Globe reporter Janelle Nanos sits down with leaders in the city’s business community to talk about their career paths, work and accomplishments, as well as their vision for Boston’s future.
Will Ahmed is on a mission to unlock human performance.
The 34-year-old chief executive and founder of fitness technology firm Whoop has built the Boston-based company into a $3.6 billion brand, with celebrity investors like Michael Phelps, LeBron James, and Cristiano Ronaldo. The company opened a flashy new headquarters last year in Kenmore Square, where its massive logo now hovers just under the Citgo sign.
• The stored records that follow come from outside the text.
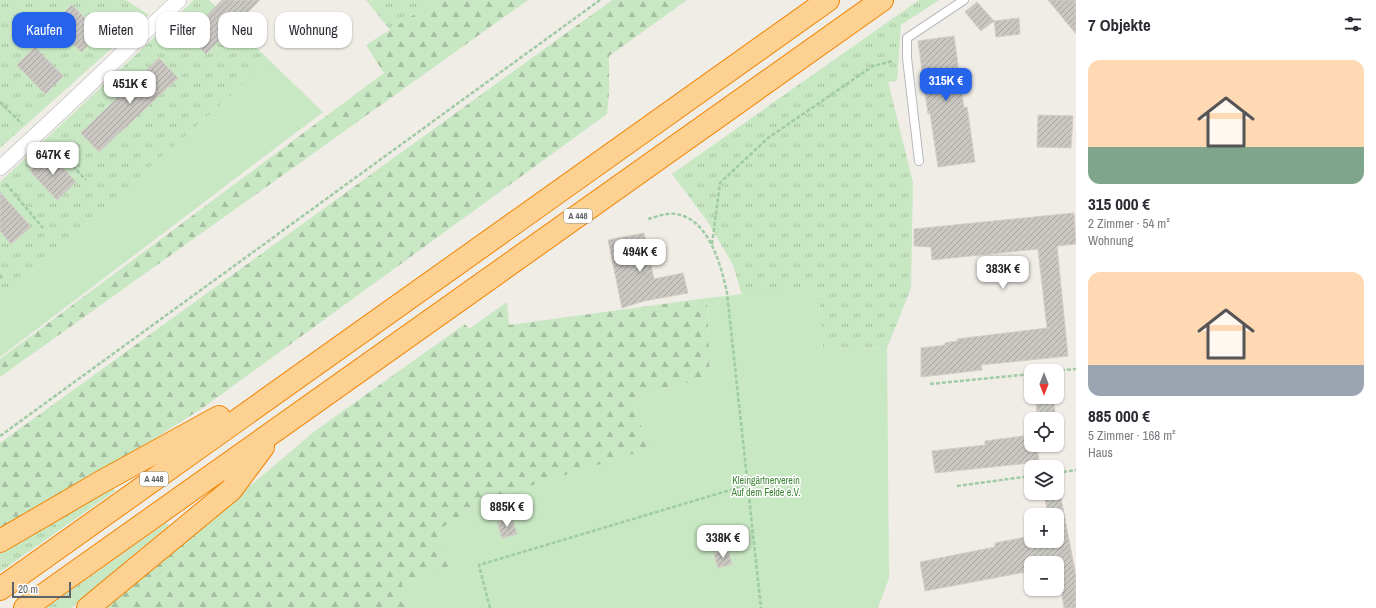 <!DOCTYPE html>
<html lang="de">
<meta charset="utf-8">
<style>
body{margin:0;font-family:"Archivo Narrow",sans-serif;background:#f7f7f7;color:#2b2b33;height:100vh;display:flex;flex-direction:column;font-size:15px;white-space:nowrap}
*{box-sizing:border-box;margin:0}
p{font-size:13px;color:#7c7c81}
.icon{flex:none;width:22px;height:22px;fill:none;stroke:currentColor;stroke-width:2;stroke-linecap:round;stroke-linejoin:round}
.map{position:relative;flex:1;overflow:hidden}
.details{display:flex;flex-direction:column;background:#fff;width:300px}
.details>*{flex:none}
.hud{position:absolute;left:12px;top:12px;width:380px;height:36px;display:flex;gap:8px}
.needle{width:26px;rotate:180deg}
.fabs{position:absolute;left:1024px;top:364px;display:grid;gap:8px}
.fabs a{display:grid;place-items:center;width:40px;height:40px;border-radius:8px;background:#fff;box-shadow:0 1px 3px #0004;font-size:20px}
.scale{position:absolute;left:12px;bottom:10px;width:59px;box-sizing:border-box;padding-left:4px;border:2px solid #5d6366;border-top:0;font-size:11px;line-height:14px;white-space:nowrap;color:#5d6366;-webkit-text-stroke:3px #fff;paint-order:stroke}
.price{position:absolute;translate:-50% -34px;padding:0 9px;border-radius:8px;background:#fff;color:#222;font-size:13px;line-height:26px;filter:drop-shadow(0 1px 2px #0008)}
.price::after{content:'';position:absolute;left:50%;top:24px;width:12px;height:9px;margin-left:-6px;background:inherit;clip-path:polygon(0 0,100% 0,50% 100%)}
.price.on{background:#2563eb;color:#fff}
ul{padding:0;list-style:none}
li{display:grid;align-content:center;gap:8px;height:212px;padding:0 12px}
li span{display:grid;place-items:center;height:124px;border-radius:12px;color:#555}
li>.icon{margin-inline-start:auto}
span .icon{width:72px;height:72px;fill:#fffc;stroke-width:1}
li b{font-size:17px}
h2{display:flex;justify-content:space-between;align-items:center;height:48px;padding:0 12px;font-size:17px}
.tag{padding:0 14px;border-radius:12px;background:#fff;box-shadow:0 1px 3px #0004;font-size:14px;line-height:36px}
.tag.on{background:#2563eb;color:#fff}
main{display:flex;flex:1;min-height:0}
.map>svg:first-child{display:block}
.grass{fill:url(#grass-tufts)}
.forest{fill:url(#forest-firs)}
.garden{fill:#c8e7c3}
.building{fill:url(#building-hatch);stroke:#d4cdc4}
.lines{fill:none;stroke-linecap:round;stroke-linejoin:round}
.lane-casing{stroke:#b6b9bc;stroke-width:10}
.street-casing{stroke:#b6b9bc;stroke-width:16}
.highway-casing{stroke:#f28503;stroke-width:24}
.path{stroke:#9fcca5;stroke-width:2.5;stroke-dasharray:4 2;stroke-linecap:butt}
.lane{stroke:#fff;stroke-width:8}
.street{stroke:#fff;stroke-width:15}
.highway{stroke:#fcd191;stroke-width:22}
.labels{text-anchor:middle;stroke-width:3;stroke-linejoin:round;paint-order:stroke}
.shield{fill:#fff;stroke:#8e9294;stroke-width:1}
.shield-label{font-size:9px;font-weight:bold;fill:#5d6366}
.park-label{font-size:10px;fill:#3e8436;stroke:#fff}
</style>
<main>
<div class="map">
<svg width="1076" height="608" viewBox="0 0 1076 608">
<defs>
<pattern id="grass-tufts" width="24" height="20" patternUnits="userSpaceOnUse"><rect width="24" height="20" fill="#c8e7c3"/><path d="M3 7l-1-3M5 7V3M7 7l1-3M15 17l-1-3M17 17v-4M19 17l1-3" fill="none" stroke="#a6bfa2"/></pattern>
<pattern id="forest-firs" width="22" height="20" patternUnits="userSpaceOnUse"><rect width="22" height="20" fill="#c8e7c3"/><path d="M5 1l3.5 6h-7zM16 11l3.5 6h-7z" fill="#a6bfa2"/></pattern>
<pattern id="building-hatch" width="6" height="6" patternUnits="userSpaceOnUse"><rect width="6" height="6" fill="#cac7c2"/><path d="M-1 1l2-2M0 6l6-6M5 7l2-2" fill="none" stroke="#a7a5a1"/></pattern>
</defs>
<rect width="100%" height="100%" fill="#f0ece6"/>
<!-- grass -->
<path class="grass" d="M0 0H126L149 15 0 148Z
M194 0H209L270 61 0 300V182Z
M366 0H437L390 30Z
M919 0H939L901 25 897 81 888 82 913 182 911 288 887 348 823 350 818 286 742 295 733 265 708 222 672 174Z
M113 487 115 491 0 572V554Z
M166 523 169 525 71 608H46Z"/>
<!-- forest -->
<path class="forest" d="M437 0H528L0 377V359L384 73 366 45Z
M612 0H687L609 56V94L607 114 204 407 96 476 0 532V443Z
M707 298 710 376 632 399 650 449 485 500 438 531 449 567 402 583 408 608H105L315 431 465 324 469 329 507 302 509 325Z"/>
<!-- garden -->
<path class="garden" d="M270 61 323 112 0 357V300Z
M818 286 823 350 887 348 889 578 878 608H408L402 583 449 567 437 531 485 500 649 449 632 399 710 376 707 298Z"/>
<!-- building -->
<path class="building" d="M222 0H260L206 54 187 35Z
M1048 0H1076V34Z
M977 2 994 21 981 31 965 12Z
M72 5 100 33 81 52 53 23Z
M1019 18 1020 34 996 37 994 21Z
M954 36 964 108 967 107 975 162 938 167 930 113 928 114 918 41Z
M35 47 63 76 45 94 17 65Z
M159 58 178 78 99 152 81 133Z
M1038 115 1073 116 1071 148 1037 147Z
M49 153 76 182 57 200 30 171Z
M0 192 31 227 11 244 0 231Z
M1074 213 1076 244 1057 246 1068 356 981 365 982 370 921 377V348L945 345V343L957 341V339L1047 328 1038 249 932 260 931 247 914 246V229Z
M644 233 654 279 683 273 688 293 644 301 622 308 608 240Z
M1035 397H1053L1056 419H1038Z
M1031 435V445H1037L1039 462 935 473 932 451 985 445V441Z
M1044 493H1060L1076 576V608H1064L1057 563H1031V571L925 591 920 562 995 547V543L1031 536V541H1057V515H1048Z
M512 518 517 534 502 538 497 522Z
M728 550 732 564 718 568 714 554Z"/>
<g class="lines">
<!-- lane casing -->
<g class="lane-casing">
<path id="lane" d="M919 161 907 58V38L964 0"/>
</g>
<!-- street casing -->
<g class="street-casing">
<path id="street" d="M0 168C61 113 119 56 179 0"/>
</g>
<!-- highway casing -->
<g class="highway-casing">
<path id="highway" d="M0 541 101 482 219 417
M0 589 828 0
M25 608 882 0
M88 608 231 490 263 447"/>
</g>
<!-- path -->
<path class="path" d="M0 102 22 124
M52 144 86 180
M6 184 43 228
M648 219C656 217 668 212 676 214 709 219 721 265 727 293L761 608
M712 244 720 183 768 138 873 66 893 61
M0 275 2 278
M1055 371 1076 369
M930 384 1031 374
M0 436 600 0
M1057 473 1076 470
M957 486 1031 476
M490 608 479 565 747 485"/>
<!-- lane -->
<use href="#lane" class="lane"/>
<!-- street -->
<use href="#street" class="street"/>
<!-- highway -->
<use href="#highway" class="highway"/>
</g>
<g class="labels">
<!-- shield labels -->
<g class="shield">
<rect x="564" y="209" width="28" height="14" rx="3"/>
<rect x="140" y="472" width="28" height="14" rx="3"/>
</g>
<g class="shield-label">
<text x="578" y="219">A 448</text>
<text x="154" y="482">A 448</text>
</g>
<!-- park labels -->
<g class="park-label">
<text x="766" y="484">Kleingärtnerverein<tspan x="766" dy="12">Auf dem Felde e.V.</tspan></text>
</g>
</g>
</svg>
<div class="fabs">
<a><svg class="needle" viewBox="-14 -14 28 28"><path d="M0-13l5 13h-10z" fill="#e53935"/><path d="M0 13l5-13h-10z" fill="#7c7c81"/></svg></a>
<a><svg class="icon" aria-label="locate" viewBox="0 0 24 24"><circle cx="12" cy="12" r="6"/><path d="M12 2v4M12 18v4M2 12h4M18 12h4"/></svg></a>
<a><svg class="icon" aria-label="layers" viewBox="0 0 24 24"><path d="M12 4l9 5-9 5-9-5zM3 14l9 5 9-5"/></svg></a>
<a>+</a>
<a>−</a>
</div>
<div class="scale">20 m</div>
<b class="price on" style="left:946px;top:102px">315K €</b>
<b class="price" style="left:130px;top:105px">451K €</b>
<b class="price" style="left:53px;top:176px">647K €</b>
<b class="price" style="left:640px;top:273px">494K €</b>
<b class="price" style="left:1003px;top:290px">383K €</b>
<b class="price" style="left:507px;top:528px">885K €</b>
<b class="price" style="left:723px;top:559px">338K €</b>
<div class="hud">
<a class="tag on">Kaufen</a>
<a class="tag">Mieten</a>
<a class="tag">Filter</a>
<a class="tag">Neu</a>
<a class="tag">Wohnung</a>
</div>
</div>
<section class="details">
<h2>7 Objekte<svg class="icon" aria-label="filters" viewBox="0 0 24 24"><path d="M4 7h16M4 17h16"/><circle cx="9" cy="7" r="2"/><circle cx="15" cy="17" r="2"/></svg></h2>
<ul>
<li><span style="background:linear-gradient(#ffd9b3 70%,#7fa58c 0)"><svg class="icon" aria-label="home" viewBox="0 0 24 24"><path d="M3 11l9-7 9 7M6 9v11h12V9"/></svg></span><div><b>315 000 €</b><p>2 Zimmer · 54 m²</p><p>Wohnung</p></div></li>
<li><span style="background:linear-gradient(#ffd9b3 75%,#9aa5b1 0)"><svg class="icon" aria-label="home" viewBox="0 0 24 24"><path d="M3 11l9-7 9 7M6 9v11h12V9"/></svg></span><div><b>885 000 €</b><p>5 Zimmer · 168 m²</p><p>Haus</p></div></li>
</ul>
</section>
</main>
It’s a remarkable degree of success for a fitness tracker that doesn’t measure steps or even tell you the time.
But for Ahmed, that’s the point.
“There are physiological metrics inside your body that you can measure to really know what the status of your body is,” he said. “That’s what Whoop is constantly surfacing.”
In the latest installment of the Globe’s Bold Types video series, Ahmed sat down with business reporter Janelle Nanos to discuss Whoop’s appeal with elite athletes, what sets Whoop apart from other fitness trackers, and why the company is particularly well-situated to take advantage of Boston’s health care and technology expertise, not to mention its rabid sports fanaticism.
Explore the full Bold Types series
Whoop is not like other fitness trackers, Ahmed says, because it’s designed as a “sophisticated tool to help consumers understand their bodies,” in ways he says the competition does not.
The device, which can typically be worn on a wrist or tucked into Whoop-designed athletic gear, measures inputs like heart rate variability, stress levels, and respiratory rate to help users get a sense of their ongoing strain, recovery, and sleep. These metrics are combined each day into an individualized daily score, which helps a user understand how well their body is performing, and how hard they should work out that day as they push toward peak fitness.
Coupled with a new AI-enabled tool within its app, the Whoop becomes a system, Ahmed says, that offers more calibrated insights into a users’ health and fitness goals. And with the company’s subscription model, users pay about $30 a month to access that data.
“When we started the company we set out to replace a lot of medical technology, not become a pedometer,” Ahmed said. “And so when you’re getting insights from Whoop they’re very accurate, they’re very precise, and as a consequence they’re more insightful. … It’s measuring things inside your body that you can’t feel.”
I wore the Whoop strap. Here’s what I learned.
Ahmed began developing Whoop while at Harvard, where, as the captain of the squash team, he struggled to understand how his daily workouts were impacting his overall performance.
“I was a college athlete, training three or four hours a day at Harvard, and having no idea what that meant. The solution to that became a process of research and investigation.” He began reading medical journals and working on the company out of the Harvard Innovation Labs in 2012.
Since that start, Ahmed has raised nearly $405 million in venture capital from the likes of Softbanks’s Vision Fund 2, Accomplice, and NextView Ventures. Last year, he doubled down on Whoop’s commitment to Boston by opening a new 121,000-square-foot office steps from Fenway Park and on the Boston Marathon route. Now, every time a ball heads toward the Green Monster, Red Sox fans get a view of the Whoop logo alongside the Citgo sign.
“We like the idea of Whoop being a landmark in the skyline,” Ahmed says, and being in Boston has been a benefit to the company’s performance too. “We’re at the intersection of an amazing hospital system, an unbelievable sports ecosystem, some of the best schools in the world, and an awesome tech market. The location of this office physically and also the community of Boston makes it a really successful place for Whoop to call home.”
There’s been talk about whether Whoop might position itself for an IPO, but for now, Ahmed says he’s focused on expanding his reach globally into markets in Southeast Asia and the Middle East. And he intends to keep adding functionality to the bands, with more emphasis on metrics for women’s health, stress, and other medical issues.
“The Whoop vantage point is performance is health, health is performance,” he said. “There’s such a problem in society today to just focus on sick care, versus really understanding the body and putting humans in a position to help prevent something from going wrong.”